→ YOUR TASK: The following data needs to be repeated exactly, with all images excluded.

→ SUPPLIED RECORDS:
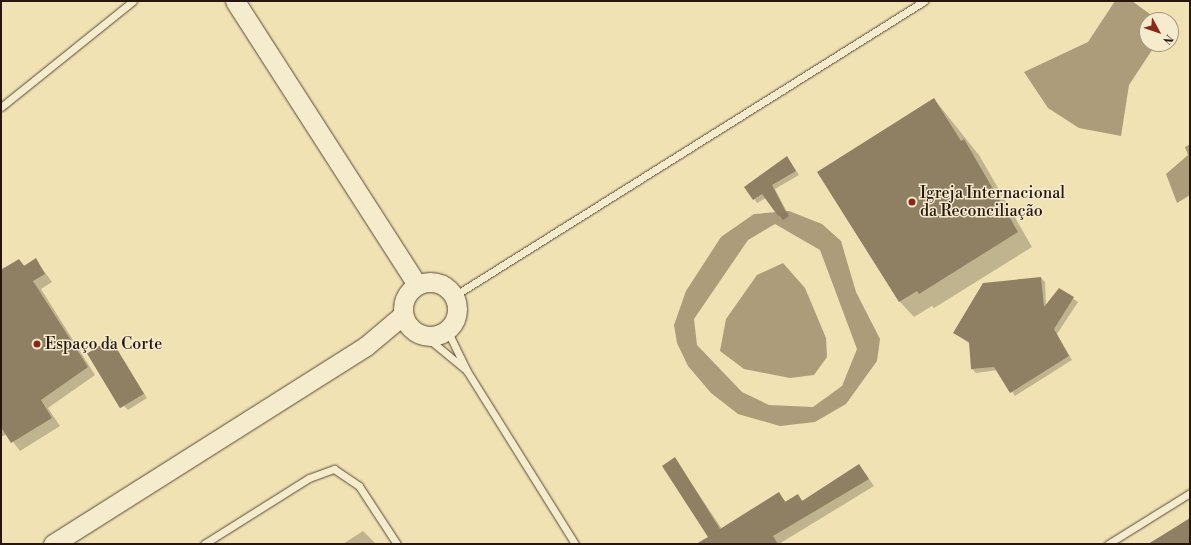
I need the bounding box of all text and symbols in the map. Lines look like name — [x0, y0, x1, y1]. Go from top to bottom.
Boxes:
north arrow — [1139, 12, 1179, 52]
text: N — [1159, 31, 1176, 47]
place label: Igreja Internacional da Reconciliação — [920, 183, 1065, 221]
marker: Igreja Internacional da Reconciliação — [907, 197, 917, 207]
place label: Espaço da Corte — [45, 334, 162, 354]
marker: Espaço da Corte — [32, 339, 42, 349]

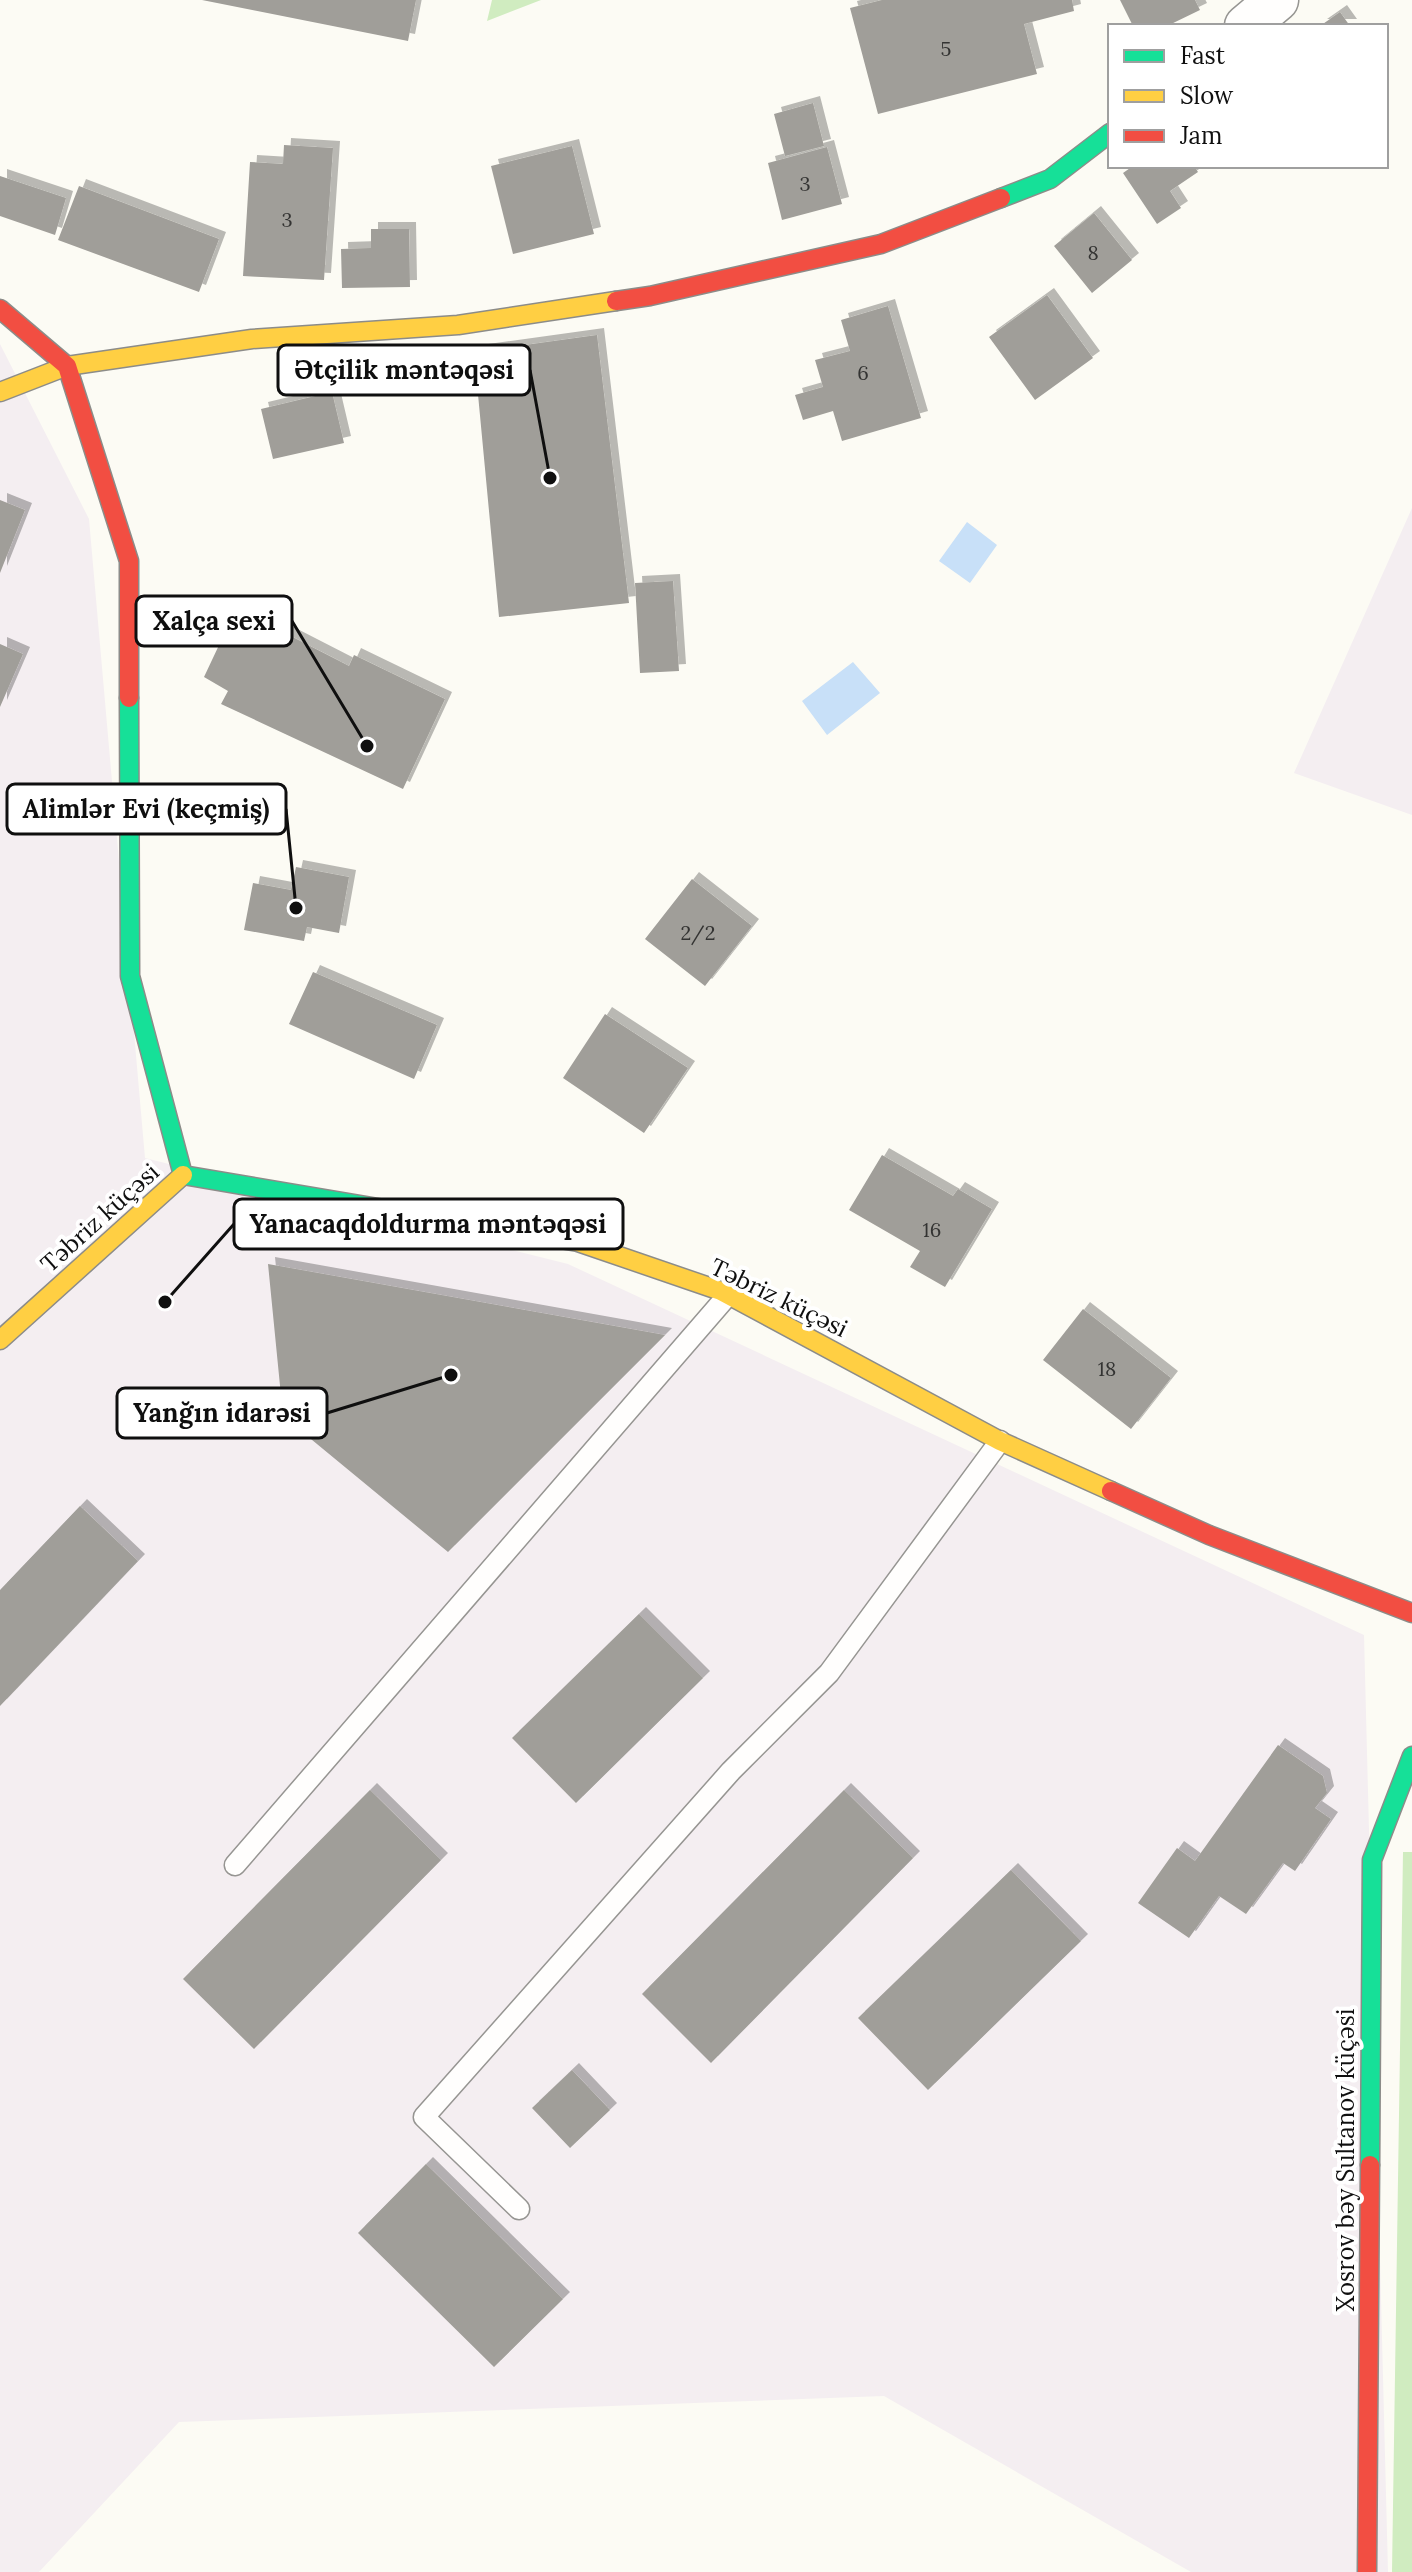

→ SOLUTION TO THIS EXERCISE:
I need the bounding box of all text and symbols in the map. Lines look like name — [x0, y0, x1, y1]. Go from top to bottom.
Boxes:
north arrow — [1139, 12, 1179, 52]
text: N — [1159, 31, 1176, 47]
place label: Igreja Internacional da Reconciliação — [920, 183, 1065, 221]
marker: Igreja Internacional da Reconciliação — [907, 197, 917, 207]
place label: Espaço da Corte — [45, 334, 162, 354]
marker: Espaço da Corte — [32, 339, 42, 349]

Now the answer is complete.